Data block:
⁂

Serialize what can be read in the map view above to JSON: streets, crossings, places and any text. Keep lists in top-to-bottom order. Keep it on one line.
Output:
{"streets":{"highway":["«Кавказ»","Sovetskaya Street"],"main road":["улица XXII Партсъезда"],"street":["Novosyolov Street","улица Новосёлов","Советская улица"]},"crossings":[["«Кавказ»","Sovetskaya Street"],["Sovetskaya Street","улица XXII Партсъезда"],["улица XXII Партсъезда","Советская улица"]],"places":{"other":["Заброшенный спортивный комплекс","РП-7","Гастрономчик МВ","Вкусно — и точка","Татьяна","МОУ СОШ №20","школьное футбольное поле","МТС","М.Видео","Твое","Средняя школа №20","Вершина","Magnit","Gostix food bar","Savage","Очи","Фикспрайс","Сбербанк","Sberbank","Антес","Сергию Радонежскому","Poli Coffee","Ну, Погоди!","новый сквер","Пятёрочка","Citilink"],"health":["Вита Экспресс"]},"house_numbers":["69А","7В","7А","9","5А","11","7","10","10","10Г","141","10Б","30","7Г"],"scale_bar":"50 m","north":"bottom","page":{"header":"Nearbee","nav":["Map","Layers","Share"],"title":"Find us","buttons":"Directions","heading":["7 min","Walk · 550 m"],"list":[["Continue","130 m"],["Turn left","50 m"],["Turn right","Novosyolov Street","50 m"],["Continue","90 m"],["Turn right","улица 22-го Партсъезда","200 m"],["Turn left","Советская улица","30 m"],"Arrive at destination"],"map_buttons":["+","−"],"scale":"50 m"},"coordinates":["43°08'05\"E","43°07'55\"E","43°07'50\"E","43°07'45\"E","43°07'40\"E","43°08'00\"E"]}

⁂

Task directions: What's wanted is each line above, transcribed with nothing altered.

Response below:
Serialize what can be read in the map view above to JSON: streets, crossings, places and any text. Keep lists in top-to-bottom order. Keep it on one line.
Output:
{"streets":{"highway":["«Кавказ»","Sovetskaya Street"],"main road":["улица XXII Партсъезда"],"street":["Novosyolov Street","улица Новосёлов","Советская улица"]},"crossings":[["«Кавказ»","Sovetskaya Street"],["Sovetskaya Street","улица XXII Партсъезда"],["улица XXII Партсъезда","Советская улица"]],"places":{"other":["Заброшенный спортивный комплекс","РП-7","Гастрономчик МВ","Вкусно — и точка","Татьяна","МОУ СОШ №20","школьное футбольное поле","МТС","М.Видео","Твое","Средняя школа №20","Вершина","Magnit","Gostix food bar","Savage","Очи","Фикспрайс","Сбербанк","Sberbank","Антес","Сергию Радонежскому","Poli Coffee","Ну, Погоди!","новый сквер","Пятёрочка","Citilink"],"health":["Вита Экспресс"]},"house_numbers":["69А","7В","7А","9","5А","11","7","10","10","10Г","141","10Б","30","7Г"],"scale_bar":"50 m","north":"bottom","page":{"header":"Nearbee","nav":["Map","Layers","Share"],"title":"Find us","buttons":"Directions","heading":["7 min","Walk · 550 m"],"list":[["Continue","130 m"],["Turn left","50 m"],["Turn right","Novosyolov Street","50 m"],["Continue","90 m"],["Turn right","улица 22-го Партсъезда","200 m"],["Turn left","Советская улица","30 m"],"Arrive at destination"],"map_buttons":["+","−"],"scale":"50 m"},"coordinates":["43°08'05\"E","43°07'55\"E","43°07'50\"E","43°07'45\"E","43°07'40\"E","43°08'00\"E"]}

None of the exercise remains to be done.